Exercise:
Return the line containing "Find all labels, markers" and every line after it through the end of the entries below, with no other lines.

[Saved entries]
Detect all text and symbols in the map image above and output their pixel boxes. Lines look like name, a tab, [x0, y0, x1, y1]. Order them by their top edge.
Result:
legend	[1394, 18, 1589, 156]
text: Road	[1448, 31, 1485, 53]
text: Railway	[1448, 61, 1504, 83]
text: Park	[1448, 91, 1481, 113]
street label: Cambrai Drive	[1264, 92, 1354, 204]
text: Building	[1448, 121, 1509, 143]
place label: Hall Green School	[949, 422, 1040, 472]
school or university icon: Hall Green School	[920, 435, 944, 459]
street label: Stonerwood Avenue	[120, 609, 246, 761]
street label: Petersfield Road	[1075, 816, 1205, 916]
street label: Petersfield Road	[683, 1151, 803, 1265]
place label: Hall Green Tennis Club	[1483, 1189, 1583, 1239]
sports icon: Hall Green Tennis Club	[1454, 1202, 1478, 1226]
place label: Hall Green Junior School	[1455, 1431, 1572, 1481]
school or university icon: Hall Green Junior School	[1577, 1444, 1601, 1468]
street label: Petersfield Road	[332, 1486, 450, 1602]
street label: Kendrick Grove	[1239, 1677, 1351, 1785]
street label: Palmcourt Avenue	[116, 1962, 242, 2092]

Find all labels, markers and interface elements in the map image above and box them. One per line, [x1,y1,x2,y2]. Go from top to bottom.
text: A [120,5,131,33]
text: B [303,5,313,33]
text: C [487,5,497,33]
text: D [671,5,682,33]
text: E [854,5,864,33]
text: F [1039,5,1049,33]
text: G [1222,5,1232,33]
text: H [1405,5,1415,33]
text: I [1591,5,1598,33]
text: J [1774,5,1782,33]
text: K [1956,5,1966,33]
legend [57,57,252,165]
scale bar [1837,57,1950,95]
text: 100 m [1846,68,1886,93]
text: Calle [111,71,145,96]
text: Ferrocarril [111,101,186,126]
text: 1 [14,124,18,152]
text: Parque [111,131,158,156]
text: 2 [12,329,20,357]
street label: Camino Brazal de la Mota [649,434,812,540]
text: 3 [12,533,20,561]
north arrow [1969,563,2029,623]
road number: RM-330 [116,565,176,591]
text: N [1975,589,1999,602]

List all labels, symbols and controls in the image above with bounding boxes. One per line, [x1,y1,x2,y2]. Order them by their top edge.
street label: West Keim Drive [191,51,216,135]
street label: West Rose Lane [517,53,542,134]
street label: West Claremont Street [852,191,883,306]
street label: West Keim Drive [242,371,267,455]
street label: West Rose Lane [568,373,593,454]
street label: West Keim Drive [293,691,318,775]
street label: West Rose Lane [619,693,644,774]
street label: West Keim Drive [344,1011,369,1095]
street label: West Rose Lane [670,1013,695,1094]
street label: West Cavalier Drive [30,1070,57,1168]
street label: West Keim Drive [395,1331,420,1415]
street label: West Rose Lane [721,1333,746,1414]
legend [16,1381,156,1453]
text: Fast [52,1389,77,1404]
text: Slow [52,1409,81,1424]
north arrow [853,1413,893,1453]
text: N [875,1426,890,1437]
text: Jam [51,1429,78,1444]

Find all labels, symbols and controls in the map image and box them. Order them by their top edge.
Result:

Task response:
Find all labels, markers and interface elements in the map image above and box them. One per line, [x1,y1,x2,y2]. Go from top to bottom.
text: A [120,5,131,33]
text: B [303,5,313,33]
text: C [487,5,497,33]
text: D [671,5,682,33]
text: E [854,5,864,33]
text: F [1039,5,1049,33]
text: G [1222,5,1232,33]
text: H [1405,5,1415,33]
text: I [1591,5,1598,33]
text: J [1774,5,1782,33]
text: K [1956,5,1966,33]
legend [57,57,252,165]
scale bar [1837,57,1950,95]
text: 100 m [1846,68,1886,93]
text: Calle [111,71,145,96]
text: Ferrocarril [111,101,186,126]
text: 1 [14,124,18,152]
text: Parque [111,131,158,156]
text: 2 [12,329,20,357]
street label: Camino Brazal de la Mota [649,434,812,540]
text: 3 [12,533,20,561]
north arrow [1969,563,2029,623]
road number: RM-330 [116,565,176,591]
text: N [1975,589,1999,602]

List all labels, symbols and controls in the image above with bounding boxes. One per line, [x1,y1,x2,y2]. Order them by their top edge.
street label: West Keim Drive [191,51,216,135]
street label: West Rose Lane [517,53,542,134]
street label: West Claremont Street [852,191,883,306]
street label: West Keim Drive [242,371,267,455]
street label: West Rose Lane [568,373,593,454]
street label: West Keim Drive [293,691,318,775]
street label: West Rose Lane [619,693,644,774]
street label: West Keim Drive [344,1011,369,1095]
street label: West Rose Lane [670,1013,695,1094]
street label: West Cavalier Drive [30,1070,57,1168]
street label: West Keim Drive [395,1331,420,1415]
street label: West Rose Lane [721,1333,746,1414]
legend [16,1381,156,1453]
text: Fast [52,1389,77,1404]
text: Slow [52,1409,81,1424]
north arrow [853,1413,893,1453]
text: N [875,1426,890,1437]
text: Jam [51,1429,78,1444]

Find all labels, symbols and controls in the map image and box them. Order them by their top edge.
Result:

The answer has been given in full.